In discussing the axiomatics of quantum theory one usually assumes implicitly, or else postulates explicitly (e.g. Tisza, 1963) that any object of physics and chemistry such as an atom, molecule, etc., can be procured in an unlimited number of fundamentally indistinguishable copies. Hence there is no limit to the number of measurements that can be made on such a class of objects. This assumption must be abandoned in organismic theory. The descrip- tion of nature can therefore no longer be carried out in terms of an idealized picture in which classes of infinite membership are admitted.

AlO. In organismic theory the mathematical tool of description is an abstract structure in which all sets of mathematical entities representing actual objects of experience have finite membership. Such a structure will be designated as afinite universe of discourse (abbreviated FUD).

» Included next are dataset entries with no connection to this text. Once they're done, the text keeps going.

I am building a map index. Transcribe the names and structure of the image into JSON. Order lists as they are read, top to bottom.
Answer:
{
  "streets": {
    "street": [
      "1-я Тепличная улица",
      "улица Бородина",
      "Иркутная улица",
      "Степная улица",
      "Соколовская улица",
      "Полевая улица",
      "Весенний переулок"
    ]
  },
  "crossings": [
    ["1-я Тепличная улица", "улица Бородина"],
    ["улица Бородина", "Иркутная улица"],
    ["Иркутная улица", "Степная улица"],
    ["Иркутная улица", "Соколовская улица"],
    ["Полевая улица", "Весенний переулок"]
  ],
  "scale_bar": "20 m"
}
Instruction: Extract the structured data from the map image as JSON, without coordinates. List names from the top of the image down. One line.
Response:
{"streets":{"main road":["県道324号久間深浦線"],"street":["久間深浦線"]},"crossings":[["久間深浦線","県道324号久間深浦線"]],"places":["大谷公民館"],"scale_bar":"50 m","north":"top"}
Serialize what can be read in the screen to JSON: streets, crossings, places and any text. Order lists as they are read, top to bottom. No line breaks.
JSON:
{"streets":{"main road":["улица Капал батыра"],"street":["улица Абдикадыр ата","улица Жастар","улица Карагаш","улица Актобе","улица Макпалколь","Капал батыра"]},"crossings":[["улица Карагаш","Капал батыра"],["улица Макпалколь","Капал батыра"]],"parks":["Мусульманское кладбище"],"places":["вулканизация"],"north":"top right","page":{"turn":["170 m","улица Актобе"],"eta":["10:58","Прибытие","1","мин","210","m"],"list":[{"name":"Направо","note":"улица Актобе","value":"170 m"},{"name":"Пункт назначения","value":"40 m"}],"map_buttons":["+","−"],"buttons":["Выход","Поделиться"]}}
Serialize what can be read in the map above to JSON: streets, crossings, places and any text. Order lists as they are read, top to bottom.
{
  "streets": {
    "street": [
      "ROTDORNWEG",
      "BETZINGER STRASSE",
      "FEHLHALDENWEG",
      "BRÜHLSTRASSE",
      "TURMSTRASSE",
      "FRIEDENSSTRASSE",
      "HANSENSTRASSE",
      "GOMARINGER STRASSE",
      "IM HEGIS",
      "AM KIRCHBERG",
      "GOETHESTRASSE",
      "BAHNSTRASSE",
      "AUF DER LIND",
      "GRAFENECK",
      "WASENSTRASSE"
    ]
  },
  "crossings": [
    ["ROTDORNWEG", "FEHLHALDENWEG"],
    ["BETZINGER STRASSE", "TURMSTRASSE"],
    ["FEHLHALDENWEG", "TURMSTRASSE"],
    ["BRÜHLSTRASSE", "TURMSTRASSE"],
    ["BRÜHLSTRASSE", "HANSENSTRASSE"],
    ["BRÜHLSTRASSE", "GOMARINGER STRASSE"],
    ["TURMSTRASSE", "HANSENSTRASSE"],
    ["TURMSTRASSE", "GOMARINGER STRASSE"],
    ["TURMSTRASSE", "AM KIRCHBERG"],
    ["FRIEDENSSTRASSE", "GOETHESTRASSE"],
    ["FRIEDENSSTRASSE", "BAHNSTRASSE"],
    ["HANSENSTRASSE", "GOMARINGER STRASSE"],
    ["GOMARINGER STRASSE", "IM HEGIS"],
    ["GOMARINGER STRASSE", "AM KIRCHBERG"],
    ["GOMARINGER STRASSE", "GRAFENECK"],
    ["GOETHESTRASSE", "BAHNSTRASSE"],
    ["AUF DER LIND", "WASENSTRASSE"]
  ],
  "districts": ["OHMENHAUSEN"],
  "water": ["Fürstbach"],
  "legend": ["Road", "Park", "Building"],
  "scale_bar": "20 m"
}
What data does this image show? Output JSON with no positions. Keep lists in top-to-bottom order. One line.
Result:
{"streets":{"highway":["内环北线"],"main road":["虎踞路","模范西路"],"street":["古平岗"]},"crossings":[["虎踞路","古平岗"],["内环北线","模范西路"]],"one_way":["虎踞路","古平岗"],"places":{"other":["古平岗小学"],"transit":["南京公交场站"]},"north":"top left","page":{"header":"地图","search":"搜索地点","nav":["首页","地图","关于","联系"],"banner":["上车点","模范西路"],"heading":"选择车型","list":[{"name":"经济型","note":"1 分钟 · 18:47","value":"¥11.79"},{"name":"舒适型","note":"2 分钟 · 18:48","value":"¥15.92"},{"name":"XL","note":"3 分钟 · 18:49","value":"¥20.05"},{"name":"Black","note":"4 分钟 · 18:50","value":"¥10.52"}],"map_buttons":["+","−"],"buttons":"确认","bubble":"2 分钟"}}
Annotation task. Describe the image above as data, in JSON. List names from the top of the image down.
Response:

These notions are in sharp contrast to the accepted methodology of physics which is based on analysis, in the purely mathematical sense of the term. Analysis cannot even be formulated without introducing the concept of infinite sets. In a FUD, individuality has a rather immediate but entirely abstract meaning. In the simplest case it expresses the existence of one-classes; a somewhat more complicated case is that of finite classes which have individuality, such as the classes of taxonomy.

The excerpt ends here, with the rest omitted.